Related: Why Christopher Nolan Avoids Using Computer Graphics So Much
Although Batman: The Beginning was inspired on some levels by Frank Miller’s The First Year, the film was essentially a new take on Batman, especially in terms of movies. To sell this darker, more realistic version of Batman, Christopher Nolan knew he needed to develop a Batmobile before anything in Batman Begins, as he recounted in a special short for the release of the Dark Knight trilogy on Blu-ray. The director had a very specific idea of a modern approach to Batman, and the new Batmobile was supposed to be the embodiment of this idea. In many ways, Tumbler, which went from a simple model made by Nolan to a one-year effort to create a real car, was the director’s commercial proposal for both the studio and the audience as to what his Batman relaunch should have been: an informed look at Batman relying on military technology to explain everything realistic Batman’s gear.
How did Christopher Nolan’s Batmobile differ from others
All the previous Batmobiles were very stylized, more comical cars with details that ranged from bat wings attached to its back to glowing wheel caps with the Batman symbol applied to them. While Burton and Schumacher’s versions of the Batmobile were easily recognizable cars from films that were subsequently sold by thousands of toys, an attempt to reproduce those in Batman: The Beginning would immediately doom Nolan’s Batman reboot.

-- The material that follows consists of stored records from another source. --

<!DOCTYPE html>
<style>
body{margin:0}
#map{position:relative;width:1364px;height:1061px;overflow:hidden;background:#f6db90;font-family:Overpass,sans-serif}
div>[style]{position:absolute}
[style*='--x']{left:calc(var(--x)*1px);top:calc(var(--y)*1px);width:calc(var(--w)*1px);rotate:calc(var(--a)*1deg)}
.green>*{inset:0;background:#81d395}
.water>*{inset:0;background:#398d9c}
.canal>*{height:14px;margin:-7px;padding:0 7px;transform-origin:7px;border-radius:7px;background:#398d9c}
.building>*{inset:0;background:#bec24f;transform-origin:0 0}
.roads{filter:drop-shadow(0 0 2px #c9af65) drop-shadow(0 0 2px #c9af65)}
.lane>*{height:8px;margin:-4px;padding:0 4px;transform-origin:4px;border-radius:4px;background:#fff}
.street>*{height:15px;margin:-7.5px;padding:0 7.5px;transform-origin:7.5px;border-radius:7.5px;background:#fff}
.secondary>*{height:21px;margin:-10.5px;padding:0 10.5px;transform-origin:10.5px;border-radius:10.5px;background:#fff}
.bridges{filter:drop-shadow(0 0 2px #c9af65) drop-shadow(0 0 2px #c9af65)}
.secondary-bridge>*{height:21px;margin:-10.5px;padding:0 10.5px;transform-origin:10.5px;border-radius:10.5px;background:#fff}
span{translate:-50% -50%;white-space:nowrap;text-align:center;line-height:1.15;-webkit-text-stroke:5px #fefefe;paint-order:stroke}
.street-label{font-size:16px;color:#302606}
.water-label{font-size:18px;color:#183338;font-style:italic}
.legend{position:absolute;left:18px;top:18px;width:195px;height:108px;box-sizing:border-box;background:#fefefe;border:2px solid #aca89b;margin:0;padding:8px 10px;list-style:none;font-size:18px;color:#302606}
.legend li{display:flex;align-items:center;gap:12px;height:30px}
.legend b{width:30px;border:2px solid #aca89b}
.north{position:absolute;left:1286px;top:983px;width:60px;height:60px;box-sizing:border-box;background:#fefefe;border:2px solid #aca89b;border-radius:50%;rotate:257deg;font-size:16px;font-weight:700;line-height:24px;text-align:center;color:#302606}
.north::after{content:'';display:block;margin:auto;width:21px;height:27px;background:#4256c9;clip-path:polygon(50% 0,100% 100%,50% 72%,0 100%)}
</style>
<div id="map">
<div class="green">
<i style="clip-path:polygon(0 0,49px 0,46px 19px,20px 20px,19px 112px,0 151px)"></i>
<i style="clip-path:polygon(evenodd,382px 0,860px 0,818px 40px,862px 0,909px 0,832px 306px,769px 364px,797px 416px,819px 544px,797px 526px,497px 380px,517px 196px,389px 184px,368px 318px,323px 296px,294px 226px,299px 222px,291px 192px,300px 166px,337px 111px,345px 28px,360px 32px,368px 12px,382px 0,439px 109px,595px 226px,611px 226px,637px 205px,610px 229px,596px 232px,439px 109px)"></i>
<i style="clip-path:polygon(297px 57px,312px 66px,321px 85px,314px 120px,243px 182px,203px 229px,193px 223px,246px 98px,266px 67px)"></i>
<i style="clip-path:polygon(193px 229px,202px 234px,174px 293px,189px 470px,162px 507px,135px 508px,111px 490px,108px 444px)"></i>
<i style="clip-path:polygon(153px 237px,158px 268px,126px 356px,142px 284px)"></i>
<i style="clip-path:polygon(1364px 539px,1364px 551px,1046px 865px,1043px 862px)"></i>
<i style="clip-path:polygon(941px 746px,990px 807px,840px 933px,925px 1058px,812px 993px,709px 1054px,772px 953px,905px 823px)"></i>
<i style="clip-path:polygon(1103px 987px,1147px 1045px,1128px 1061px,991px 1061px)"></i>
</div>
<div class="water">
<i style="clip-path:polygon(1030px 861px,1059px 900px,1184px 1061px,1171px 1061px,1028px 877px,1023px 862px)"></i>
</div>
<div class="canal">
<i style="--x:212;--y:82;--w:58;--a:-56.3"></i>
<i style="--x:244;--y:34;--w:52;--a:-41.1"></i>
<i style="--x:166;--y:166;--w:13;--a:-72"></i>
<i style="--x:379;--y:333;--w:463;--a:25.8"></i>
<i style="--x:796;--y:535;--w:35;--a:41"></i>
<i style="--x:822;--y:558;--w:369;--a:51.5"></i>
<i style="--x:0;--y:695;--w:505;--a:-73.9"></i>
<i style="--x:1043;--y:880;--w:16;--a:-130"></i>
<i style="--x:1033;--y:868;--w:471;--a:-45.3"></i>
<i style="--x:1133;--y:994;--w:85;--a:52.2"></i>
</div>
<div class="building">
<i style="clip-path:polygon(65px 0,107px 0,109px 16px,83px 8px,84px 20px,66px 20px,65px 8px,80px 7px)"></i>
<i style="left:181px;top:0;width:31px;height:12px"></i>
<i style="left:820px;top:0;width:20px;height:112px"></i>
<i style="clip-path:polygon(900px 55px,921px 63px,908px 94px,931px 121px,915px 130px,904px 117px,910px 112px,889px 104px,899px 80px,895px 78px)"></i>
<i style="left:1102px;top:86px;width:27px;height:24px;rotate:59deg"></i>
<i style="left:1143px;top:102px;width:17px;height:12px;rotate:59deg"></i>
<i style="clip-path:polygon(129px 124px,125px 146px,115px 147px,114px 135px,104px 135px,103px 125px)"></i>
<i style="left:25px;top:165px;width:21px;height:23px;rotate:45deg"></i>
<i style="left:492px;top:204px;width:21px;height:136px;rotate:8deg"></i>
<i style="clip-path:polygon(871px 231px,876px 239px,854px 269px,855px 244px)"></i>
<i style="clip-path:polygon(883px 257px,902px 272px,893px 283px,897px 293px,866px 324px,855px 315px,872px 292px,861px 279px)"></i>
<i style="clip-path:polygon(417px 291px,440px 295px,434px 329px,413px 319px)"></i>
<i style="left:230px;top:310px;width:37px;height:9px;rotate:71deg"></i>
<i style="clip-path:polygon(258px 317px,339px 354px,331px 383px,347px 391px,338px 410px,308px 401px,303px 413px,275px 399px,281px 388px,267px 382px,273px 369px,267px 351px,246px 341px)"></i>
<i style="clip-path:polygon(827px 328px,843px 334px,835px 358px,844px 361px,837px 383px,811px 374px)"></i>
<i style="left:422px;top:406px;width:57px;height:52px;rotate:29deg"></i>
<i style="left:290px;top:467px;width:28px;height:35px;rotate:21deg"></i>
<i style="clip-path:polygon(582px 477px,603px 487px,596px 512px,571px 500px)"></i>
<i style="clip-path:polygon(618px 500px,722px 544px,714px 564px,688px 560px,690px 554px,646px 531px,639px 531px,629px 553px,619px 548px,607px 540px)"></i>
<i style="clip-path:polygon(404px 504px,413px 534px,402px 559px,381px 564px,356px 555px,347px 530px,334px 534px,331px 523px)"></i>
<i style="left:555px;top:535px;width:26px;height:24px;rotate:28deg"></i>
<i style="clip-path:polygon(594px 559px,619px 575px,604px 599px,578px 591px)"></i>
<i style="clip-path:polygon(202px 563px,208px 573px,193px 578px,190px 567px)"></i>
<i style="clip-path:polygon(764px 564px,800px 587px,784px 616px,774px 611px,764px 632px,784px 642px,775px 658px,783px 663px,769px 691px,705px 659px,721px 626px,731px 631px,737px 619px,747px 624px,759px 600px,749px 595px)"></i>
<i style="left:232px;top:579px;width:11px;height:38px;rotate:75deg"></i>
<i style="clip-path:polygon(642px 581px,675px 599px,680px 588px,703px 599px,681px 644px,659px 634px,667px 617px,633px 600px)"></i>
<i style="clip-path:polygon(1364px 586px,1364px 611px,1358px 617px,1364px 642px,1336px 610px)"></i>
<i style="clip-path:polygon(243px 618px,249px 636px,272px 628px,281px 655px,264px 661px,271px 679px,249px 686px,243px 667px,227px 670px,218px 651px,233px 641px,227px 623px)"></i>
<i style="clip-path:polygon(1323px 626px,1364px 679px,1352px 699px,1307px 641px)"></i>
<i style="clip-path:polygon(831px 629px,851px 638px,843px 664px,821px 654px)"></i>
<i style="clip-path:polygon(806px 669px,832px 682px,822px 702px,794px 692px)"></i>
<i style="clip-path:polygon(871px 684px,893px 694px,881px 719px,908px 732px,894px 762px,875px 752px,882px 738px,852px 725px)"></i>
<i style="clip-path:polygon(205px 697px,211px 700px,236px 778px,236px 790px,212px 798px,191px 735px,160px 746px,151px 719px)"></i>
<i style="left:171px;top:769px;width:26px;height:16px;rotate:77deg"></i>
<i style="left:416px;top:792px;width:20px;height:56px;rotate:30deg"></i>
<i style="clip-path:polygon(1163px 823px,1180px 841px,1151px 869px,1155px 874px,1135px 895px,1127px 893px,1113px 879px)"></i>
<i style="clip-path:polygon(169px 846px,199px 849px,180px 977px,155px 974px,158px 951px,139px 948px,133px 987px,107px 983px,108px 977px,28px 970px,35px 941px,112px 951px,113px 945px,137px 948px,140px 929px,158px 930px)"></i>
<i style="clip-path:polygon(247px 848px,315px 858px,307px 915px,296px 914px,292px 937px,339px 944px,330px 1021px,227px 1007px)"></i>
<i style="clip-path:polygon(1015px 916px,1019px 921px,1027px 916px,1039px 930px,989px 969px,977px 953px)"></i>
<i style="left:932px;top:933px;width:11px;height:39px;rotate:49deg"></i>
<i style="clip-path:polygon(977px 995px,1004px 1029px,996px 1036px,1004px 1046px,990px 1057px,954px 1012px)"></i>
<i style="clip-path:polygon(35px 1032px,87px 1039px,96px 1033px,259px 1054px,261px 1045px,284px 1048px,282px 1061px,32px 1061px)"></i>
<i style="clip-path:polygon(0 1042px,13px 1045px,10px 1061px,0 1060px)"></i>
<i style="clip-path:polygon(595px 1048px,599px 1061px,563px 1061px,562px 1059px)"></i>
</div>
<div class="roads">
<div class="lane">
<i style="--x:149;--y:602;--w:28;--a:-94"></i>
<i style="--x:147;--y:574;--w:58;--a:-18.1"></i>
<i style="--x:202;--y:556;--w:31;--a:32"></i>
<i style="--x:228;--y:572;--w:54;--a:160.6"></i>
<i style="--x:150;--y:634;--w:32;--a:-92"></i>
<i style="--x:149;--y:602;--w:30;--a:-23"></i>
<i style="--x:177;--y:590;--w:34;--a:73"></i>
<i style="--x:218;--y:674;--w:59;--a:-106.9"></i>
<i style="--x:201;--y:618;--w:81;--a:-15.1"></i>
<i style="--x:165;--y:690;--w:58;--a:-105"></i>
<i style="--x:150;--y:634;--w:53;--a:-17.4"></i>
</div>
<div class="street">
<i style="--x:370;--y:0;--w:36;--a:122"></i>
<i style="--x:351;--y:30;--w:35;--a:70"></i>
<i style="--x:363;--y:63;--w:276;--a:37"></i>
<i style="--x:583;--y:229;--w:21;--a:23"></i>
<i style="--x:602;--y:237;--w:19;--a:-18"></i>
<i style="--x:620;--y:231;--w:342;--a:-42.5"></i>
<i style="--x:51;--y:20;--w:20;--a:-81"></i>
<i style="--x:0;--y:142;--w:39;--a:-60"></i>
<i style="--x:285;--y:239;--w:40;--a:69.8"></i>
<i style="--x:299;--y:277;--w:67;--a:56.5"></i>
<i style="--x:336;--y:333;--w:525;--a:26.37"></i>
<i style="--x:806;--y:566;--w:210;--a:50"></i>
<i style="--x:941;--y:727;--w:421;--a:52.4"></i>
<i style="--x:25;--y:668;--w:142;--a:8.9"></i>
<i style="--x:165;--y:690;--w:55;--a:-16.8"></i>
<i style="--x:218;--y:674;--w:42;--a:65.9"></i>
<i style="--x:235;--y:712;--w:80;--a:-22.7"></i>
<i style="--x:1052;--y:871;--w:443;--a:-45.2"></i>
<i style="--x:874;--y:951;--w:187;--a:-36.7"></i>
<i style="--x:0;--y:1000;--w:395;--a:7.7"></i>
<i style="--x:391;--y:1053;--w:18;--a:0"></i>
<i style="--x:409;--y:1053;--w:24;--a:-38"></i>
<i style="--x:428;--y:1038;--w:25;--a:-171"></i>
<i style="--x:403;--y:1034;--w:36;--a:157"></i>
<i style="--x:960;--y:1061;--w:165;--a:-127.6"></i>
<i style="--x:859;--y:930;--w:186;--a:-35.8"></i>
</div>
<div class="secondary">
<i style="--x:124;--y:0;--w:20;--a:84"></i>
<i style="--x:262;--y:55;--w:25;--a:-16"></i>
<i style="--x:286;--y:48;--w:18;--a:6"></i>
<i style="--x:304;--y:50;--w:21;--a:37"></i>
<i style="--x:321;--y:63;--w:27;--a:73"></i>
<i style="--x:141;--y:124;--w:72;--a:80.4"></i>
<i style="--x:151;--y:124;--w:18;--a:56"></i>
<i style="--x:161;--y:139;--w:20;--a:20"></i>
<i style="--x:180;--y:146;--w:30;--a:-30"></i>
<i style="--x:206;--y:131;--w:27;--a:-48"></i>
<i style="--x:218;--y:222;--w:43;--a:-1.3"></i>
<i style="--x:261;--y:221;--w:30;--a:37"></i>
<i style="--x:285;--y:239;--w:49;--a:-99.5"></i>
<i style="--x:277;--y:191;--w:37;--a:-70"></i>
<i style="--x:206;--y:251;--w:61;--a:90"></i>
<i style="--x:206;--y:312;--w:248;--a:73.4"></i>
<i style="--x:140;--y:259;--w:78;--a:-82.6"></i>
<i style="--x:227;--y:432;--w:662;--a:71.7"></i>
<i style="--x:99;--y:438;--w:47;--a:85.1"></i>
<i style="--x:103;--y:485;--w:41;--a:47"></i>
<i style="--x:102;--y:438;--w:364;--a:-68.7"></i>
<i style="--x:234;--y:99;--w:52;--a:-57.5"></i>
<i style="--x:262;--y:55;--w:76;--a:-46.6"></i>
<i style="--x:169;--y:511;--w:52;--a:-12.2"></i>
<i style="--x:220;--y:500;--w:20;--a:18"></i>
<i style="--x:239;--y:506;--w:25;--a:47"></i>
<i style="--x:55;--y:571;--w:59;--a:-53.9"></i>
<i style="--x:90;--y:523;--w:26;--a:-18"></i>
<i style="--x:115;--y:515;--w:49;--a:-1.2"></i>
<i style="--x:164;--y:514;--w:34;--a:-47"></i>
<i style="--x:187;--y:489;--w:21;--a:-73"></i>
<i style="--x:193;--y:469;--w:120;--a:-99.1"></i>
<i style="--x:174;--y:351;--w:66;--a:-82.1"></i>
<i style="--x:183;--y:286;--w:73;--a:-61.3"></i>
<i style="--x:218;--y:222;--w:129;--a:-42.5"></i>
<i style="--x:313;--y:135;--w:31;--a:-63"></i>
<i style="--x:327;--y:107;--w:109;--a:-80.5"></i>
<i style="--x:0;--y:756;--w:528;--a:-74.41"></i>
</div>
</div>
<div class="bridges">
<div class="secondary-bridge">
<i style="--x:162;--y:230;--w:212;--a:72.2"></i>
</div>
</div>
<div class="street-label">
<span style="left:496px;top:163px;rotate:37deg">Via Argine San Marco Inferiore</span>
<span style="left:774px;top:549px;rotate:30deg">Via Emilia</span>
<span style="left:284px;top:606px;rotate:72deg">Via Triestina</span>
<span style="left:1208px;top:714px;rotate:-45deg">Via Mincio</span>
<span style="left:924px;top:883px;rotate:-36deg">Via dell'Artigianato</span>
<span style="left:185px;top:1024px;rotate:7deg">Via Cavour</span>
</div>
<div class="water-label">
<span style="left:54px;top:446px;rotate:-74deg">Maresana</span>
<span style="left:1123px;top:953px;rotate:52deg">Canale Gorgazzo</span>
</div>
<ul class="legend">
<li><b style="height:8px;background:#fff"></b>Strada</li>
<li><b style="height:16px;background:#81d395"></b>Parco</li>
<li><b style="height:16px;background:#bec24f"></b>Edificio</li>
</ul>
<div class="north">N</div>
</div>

The director was disassembling Batman and creating a new version from scratch, and the Batmobile had to portray this. This strategy eventually turned out to be correct, as many of the conversations leading up to the release of Batman: The Beginning were around this strange, tank-like Batmobile. Christopher Nolan continued to develop realistic versions of Batman’s costume, gadgets and villains, but the Batmobile gave viewers a first look at what they could expect from this newly born Batman franchise.
“The Dark Knight” was an important milestone in Nolan’s career, if not superhero movies in general, and his iconic interpretation of the Joker and Two-Face would never have worked if “Batman: The Beginning” failed to sell a realistic Batman. Part of this success was the Tumbler Batmobile, which, despite a more realistic approach, became the star of an intense chase in the movie Batman: The Beginning. Batman will still use the Batpod motorcycle, as well as an aircraft called the Bat, both of which continued the legacy of the Batmobile from Batman: The Beginning.